Cynan ordenó que trajeran el caballo de Llew; yo me volví hacia mi amigo que estaba inclinado sobre el cuerpecillo de Nettles. Le estaba hablando en su ruda lengua, pero se apresuró a incorporarse cuando lo toqué en el hombro.
—Se encuentra bien. Podrá hacer el viaje en uno de los carros.
—¿Y tú?
—No he sufrido el menor daño —repuso poniéndome la mano en el hombro—. Lo siento, Tegid. Debí haberte avisado, pero se me ocurrió demasiado tarde.
Nettles musitó algo en su desagradable lengua, y Llew le respondió.
—Tenía que hacerlo, Tegid —me explicó después—. Lo habrían matado. Weston habría matado a Nettles en cuanto se hubiera encontrado en su mundo. Además, creo que lo necesitaremos. Sabe muchas cosas que pueden sernos de gran utilidad.

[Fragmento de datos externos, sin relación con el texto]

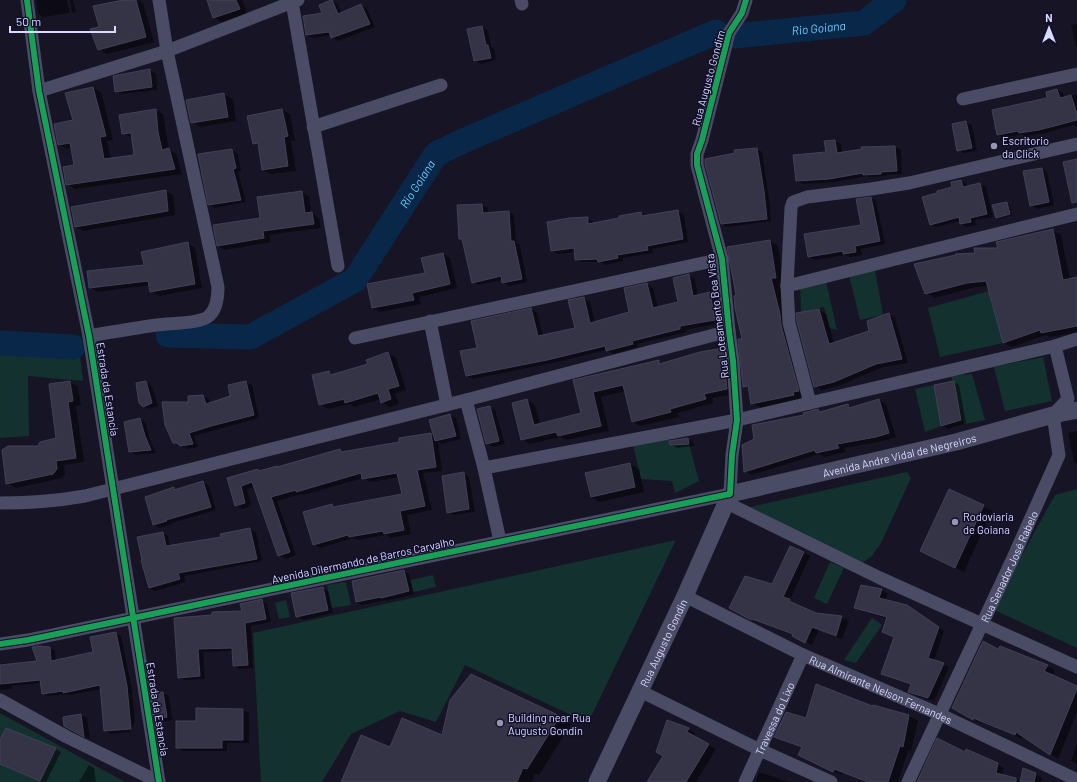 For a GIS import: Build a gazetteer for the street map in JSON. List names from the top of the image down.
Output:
{
  "streets": {
    "street": [
      "Rua Augusto Gondim",
      "Rua Loteamento Boa Vista",
      "Estrada da Estancia",
      "Avenida Andre Vidal de Negreiros",
      "Avenida Dilermando de Barros Carvalho",
      "Rua Senador José Rabelo",
      "Rua Augusto Gondin",
      "Rua Almirante Nelson Fernandes",
      "Travessa do Lixo"
    ]
  },
  "crossings": [
    ["Rua Augusto Gondim", "Rua Loteamento Boa Vista"],
    ["Rua Loteamento Boa Vista", "Avenida Andre Vidal de Negreiros"],
    ["Rua Loteamento Boa Vista", "Avenida Dilermando de Barros Carvalho"],
    ["Rua Loteamento Boa Vista", "Rua Augusto Gondin"],
    ["Estrada da Estancia", "Avenida Dilermando de Barros Carvalho"],
    ["Avenida Andre Vidal de Negreiros", "Avenida Dilermando de Barros Carvalho"],
    ["Avenida Andre Vidal de Negreiros", "Rua Senador José Rabelo"],
    ["Avenida Andre Vidal de Negreiros", "Rua Augusto Gondin"],
    ["Avenida Dilermando de Barros Carvalho", "Rua Augusto Gondin"],
    ["Rua Senador José Rabelo", "Rua Almirante Nelson Fernandes"],
    ["Rua Augusto Gondin", "Rua Almirante Nelson Fernandes"],
    ["Rua Almirante Nelson Fernandes", "Travessa do Lixo"]
  ],
  "water": ["Rio Goiana"],
  "places": ["Escritorio da Click", "Rodoviaria de Goiana", "Building near Rua Augusto Gondin"],
  "scale_bar": "50 m",
  "north": "top"
} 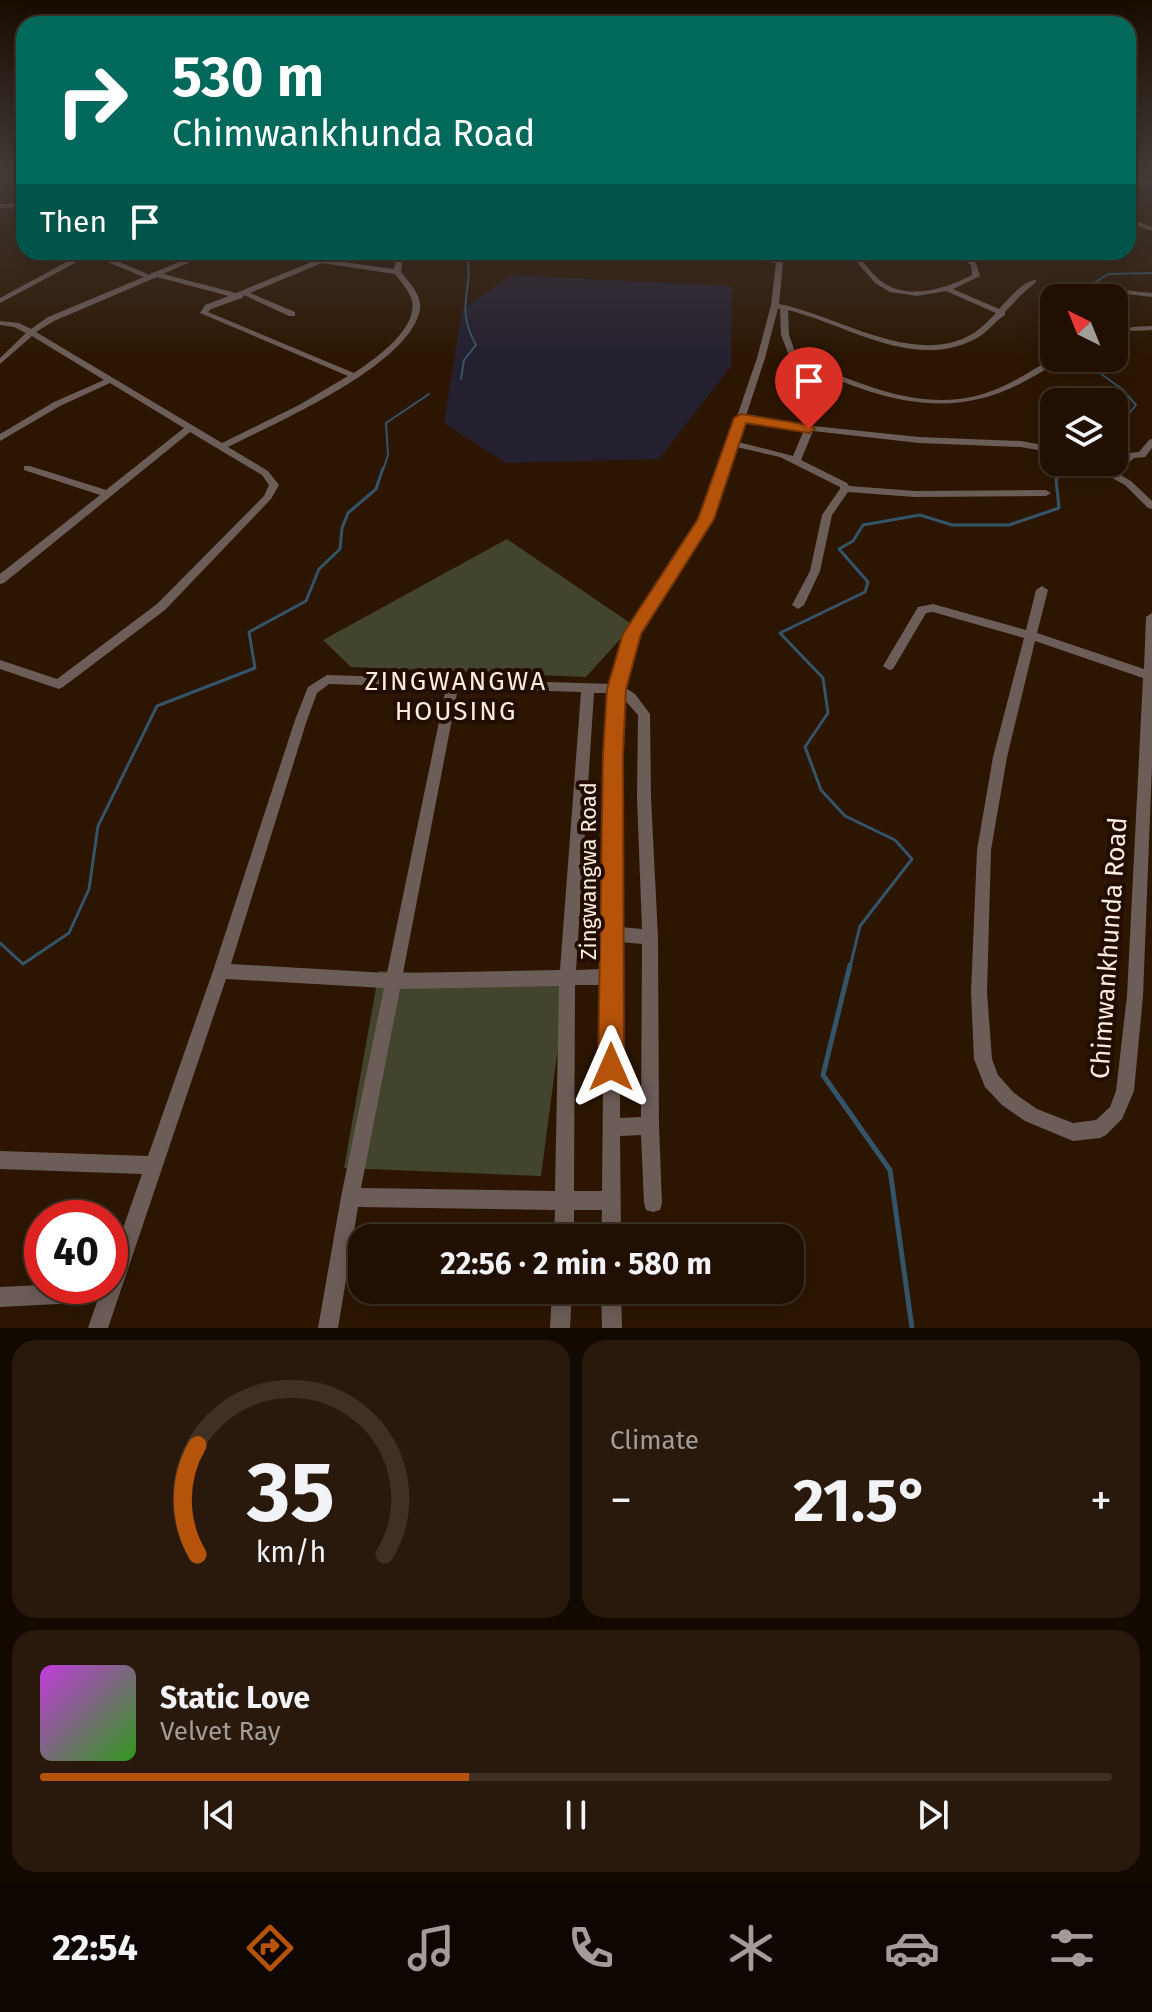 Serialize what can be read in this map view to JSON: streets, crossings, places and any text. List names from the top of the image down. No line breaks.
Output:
{"streets":{"street":["Zingwangwa Road","Chimwankhunda Road"]},"districts":["ZINGWANGWA HOUSING"],"north":"top left","page":{"turn":["530 m","Chimwankhunda Road"],"then":"Then","limit":"40","trip":"22:56 · 2 min · 580 m","tile":"Climate","heat":["−","21.5°","+"],"song":["Static Love","Velvet Ray"],"tabs":"22:54","gauge":["35","km/h"]}}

—Muy bien —dije—. No me cabe duda de que has hecho lo más conveniente. Vamos…
—Tendremos que enseñarle nuestro idioma; tú podrías hacerlo, Tegid. Al fin y al cabo, también me lo enseñaste a mí. Y Nettles lo aprenderá enseguida; ya sabe bastante. Como te he dicho…
—No hace falta que me digas nada más —lo interrumpí—. Te aseguro que estoy plenamente de acuerdo contigo en esta cuestión. Ya hablaremos luego. Ahora deberíamos marcharnos.
De regreso, el traqueteo de los carros sobre las piedras de la calzada ensordecía nuestros oídos; por eso no oímos a los jinetes enemigos hasta que casi se nos echaron encima.